[R] Random Seed Location
Henrik Bengtsson
henrik.bengtsson at gmail.com
Mon Mar 5 00:26:14 CET 2018
On Sun, Mar 4, 2018 at 10:18 AM, Paul Gilbert <pgilbert902 at gmail.com> wrote:
> On Mon, Feb 26, 2018 at 3:25 PM, Gary Black <gwblack001 at sbcglobal.net>
> wrote:
>
> (Sorry to be a bit slow responding.)
>
> You have not supplied a complete example, which would be good in this case
> because what you are suggesting could be a serious bug in R or a package.

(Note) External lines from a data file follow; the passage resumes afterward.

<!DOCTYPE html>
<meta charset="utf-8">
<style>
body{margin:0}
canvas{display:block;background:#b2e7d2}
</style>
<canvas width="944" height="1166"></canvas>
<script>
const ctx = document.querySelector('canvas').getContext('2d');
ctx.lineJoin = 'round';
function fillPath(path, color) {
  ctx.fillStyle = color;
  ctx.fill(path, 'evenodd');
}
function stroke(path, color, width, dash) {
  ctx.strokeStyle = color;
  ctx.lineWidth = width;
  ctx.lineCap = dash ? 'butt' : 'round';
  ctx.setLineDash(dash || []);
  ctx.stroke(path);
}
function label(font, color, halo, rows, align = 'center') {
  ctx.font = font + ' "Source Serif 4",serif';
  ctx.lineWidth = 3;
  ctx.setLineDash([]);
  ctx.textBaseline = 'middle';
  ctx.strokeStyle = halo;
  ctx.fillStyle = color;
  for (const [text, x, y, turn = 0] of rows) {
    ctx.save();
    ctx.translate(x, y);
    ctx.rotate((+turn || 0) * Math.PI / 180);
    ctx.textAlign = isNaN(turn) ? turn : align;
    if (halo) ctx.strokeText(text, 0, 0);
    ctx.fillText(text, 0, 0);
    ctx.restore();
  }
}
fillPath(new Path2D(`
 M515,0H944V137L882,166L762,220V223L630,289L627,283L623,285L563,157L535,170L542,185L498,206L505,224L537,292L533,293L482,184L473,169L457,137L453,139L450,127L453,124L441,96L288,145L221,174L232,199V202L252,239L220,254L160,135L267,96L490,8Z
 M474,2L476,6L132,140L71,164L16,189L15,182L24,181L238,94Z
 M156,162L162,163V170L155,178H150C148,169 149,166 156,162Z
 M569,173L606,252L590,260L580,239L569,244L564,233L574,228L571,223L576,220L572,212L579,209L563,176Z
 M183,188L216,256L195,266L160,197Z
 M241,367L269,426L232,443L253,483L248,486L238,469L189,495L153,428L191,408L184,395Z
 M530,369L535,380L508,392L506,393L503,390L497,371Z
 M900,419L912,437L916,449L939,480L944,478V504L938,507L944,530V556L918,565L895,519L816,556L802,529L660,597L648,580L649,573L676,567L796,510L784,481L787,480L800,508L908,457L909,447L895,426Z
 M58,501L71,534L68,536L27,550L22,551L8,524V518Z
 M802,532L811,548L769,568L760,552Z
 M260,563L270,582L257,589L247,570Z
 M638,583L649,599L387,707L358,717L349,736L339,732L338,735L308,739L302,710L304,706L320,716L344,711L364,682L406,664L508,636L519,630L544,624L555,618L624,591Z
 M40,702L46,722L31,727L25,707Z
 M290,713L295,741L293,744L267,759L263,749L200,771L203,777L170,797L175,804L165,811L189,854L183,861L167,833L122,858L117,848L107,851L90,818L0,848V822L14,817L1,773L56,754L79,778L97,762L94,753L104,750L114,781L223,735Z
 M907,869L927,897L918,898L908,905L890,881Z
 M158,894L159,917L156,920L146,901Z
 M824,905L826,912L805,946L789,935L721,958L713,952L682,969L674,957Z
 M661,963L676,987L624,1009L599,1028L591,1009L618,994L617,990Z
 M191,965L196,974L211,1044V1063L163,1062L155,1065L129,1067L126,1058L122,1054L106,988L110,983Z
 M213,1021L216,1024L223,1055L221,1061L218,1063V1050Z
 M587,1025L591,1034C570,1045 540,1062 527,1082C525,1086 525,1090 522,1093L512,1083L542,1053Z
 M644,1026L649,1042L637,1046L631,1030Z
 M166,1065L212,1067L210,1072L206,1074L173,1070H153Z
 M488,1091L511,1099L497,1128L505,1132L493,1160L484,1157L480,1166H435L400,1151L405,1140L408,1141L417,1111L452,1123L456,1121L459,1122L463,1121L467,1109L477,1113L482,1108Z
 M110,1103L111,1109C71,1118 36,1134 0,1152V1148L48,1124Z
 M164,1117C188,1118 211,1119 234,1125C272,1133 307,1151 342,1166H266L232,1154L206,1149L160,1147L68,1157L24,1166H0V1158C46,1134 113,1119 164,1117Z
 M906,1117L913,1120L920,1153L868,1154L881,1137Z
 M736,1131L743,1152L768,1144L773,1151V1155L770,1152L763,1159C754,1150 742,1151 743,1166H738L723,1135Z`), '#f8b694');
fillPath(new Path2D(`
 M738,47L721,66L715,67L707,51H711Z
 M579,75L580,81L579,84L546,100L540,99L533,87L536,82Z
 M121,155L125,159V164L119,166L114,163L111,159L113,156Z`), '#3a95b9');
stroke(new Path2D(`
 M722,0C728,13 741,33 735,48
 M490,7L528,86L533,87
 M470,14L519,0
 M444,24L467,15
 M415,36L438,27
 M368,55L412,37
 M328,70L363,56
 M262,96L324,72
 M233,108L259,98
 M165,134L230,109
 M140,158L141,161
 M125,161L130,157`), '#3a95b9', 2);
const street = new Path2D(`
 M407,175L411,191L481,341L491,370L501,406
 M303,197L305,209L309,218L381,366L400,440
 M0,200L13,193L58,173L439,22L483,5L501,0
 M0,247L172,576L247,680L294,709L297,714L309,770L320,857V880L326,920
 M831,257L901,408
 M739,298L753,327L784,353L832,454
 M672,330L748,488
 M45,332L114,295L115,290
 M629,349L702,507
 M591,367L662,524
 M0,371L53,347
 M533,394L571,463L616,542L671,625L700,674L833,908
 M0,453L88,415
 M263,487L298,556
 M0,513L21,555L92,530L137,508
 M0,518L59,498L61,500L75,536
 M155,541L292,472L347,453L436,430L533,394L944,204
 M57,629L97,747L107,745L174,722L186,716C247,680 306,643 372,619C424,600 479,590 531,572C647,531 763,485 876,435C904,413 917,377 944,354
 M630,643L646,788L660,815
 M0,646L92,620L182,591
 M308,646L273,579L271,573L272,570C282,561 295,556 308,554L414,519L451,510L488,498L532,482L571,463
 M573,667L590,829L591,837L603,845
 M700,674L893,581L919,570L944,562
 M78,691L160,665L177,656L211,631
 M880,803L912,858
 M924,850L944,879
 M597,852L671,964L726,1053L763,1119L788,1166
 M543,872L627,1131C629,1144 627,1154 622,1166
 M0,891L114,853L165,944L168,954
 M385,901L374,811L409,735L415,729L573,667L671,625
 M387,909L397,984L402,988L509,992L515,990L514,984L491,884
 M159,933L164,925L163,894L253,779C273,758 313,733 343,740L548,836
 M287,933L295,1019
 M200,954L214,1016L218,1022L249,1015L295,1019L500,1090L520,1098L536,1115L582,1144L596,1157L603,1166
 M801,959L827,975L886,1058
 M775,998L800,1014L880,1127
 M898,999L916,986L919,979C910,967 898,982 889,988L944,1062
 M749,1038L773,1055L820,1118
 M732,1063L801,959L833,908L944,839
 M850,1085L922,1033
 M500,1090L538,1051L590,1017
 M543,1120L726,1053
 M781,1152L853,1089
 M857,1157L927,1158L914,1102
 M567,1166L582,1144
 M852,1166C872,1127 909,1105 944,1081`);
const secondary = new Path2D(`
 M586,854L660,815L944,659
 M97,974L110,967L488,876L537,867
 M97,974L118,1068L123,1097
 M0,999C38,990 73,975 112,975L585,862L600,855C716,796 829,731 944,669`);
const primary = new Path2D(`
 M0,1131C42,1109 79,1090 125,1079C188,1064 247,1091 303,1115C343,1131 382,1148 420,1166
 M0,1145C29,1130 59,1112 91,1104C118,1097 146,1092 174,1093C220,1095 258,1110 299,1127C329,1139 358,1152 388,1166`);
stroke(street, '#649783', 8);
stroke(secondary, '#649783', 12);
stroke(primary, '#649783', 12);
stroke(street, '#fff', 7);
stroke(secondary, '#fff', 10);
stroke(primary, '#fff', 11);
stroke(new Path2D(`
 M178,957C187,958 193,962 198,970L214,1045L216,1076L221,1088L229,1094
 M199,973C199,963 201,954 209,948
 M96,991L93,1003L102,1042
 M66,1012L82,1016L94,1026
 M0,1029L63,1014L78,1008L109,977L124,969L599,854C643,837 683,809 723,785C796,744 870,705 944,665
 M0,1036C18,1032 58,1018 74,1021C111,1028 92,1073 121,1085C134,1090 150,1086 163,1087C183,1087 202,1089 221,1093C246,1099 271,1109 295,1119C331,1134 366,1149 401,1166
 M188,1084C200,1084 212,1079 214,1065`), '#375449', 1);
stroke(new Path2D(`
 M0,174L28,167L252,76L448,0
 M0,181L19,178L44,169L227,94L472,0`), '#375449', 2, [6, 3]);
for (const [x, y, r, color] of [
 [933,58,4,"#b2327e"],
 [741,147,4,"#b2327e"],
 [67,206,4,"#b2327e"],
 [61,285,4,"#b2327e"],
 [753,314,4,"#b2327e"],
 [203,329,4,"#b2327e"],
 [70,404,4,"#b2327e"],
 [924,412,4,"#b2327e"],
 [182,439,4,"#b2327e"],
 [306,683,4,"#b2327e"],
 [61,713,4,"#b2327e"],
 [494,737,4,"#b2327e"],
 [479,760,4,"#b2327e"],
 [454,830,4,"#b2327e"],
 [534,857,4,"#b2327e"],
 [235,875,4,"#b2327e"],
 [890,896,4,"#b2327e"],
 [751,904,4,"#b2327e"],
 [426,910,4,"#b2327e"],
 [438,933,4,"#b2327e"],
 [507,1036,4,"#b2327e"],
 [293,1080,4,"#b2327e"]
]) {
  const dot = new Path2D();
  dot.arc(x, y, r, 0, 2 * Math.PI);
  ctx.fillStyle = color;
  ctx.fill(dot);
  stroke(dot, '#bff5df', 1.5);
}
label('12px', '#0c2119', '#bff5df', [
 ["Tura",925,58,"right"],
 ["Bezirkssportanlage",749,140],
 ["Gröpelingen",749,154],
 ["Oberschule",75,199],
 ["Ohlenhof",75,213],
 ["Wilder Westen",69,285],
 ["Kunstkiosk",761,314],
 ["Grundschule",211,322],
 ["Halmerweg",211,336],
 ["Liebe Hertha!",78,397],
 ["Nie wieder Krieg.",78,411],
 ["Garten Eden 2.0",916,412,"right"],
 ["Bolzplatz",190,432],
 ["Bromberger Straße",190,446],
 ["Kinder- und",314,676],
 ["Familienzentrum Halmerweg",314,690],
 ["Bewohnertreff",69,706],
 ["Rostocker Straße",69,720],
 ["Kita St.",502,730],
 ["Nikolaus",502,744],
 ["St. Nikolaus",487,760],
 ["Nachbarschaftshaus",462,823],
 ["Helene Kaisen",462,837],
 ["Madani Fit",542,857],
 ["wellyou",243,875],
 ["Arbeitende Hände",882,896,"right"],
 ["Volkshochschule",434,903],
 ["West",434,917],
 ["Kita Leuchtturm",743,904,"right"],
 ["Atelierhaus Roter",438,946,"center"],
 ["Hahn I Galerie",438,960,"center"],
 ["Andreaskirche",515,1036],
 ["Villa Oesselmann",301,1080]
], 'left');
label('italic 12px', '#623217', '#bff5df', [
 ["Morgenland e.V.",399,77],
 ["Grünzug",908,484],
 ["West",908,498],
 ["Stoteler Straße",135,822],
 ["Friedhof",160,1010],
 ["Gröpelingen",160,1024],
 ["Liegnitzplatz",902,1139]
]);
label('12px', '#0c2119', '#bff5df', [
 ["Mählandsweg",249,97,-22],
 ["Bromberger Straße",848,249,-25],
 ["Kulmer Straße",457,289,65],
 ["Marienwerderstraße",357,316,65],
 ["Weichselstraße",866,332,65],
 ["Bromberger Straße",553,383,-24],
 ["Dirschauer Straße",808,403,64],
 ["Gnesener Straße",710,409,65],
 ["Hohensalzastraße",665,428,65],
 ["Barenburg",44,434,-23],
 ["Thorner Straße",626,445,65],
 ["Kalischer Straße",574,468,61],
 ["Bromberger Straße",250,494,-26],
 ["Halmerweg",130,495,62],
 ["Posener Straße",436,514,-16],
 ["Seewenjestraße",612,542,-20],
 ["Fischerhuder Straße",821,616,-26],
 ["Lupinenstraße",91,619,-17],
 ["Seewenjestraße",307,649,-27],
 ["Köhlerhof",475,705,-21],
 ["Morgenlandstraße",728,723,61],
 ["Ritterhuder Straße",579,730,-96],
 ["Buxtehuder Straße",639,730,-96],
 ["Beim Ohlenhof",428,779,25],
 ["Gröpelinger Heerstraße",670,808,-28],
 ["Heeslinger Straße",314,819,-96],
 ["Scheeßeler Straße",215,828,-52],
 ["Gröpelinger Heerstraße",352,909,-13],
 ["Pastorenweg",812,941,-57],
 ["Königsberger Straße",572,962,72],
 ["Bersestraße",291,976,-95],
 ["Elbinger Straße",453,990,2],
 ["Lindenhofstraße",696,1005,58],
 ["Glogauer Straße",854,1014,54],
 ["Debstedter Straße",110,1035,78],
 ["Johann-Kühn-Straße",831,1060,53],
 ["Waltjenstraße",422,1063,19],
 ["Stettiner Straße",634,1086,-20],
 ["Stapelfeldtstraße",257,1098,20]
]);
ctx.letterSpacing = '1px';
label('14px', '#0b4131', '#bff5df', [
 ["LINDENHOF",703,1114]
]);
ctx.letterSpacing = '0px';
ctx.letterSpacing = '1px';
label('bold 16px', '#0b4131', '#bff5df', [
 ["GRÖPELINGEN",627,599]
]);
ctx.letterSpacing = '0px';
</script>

> Serious journals require reproducibility these days. For example, JSS is
> very clear on this point.
>
> To your question
>> My question simply is: should the location of the set.seed command
>> matter,
>> provided that it is applied before any commands which involve randomness
>> (such as partitioning)?
>
> the answer is no, it should not matter. But the proviso is important.
>
> You can determine where things are messing up using something like
>
> set.seed(654321)
> zk <- RNGkind() # [1] "Mersenne-Twister" "Inversion"
> zk
> z <- runif(2)
> z
> set.seed(654321)
>
> # install.packages(c('caret', 'ggplot2', 'e1071'))
> library(caret)
> all(runif(2) == z) # should be true but it is not always
>
> set.seed(654321)
> library(ggplot2)
> all(runif(2) == z) # should be true
>
> set.seed(654321)
> library(e1071)
> all(runif(2) == z) # should be true
>
> all(RNGkind() == zk) # should be true
>
> On my computer package caret seems to sometimes, but not always, do
> something that advances or changes the RNG. So you will need to set the seed
> after that package is loaded if you want reproducibility.
>
> As Bill Dunlap points out, parallel can introduce much more complicated
> issues. If you are in fact using parallel then we really need a new thread
> with a better subject line, and the discussion will get much messier.
>
> The short answer is that, yes you should be able to get reproducible results
> with parallel computing. If you cannot then you are almost certainly doing
> something wrong. To publish you really must have reproducible results.
>
> In the example that Bill gave, I think the problem is that set.seed() only
> resets the seed in the main thread, the nodes continue to operate with
> unreset RNG. To demonstrate this to yourself you can do
>
> library(parallel)
> cl <- parallel::makeCluster(3)
> parallel::clusterCall(cl, function()set.seed(100))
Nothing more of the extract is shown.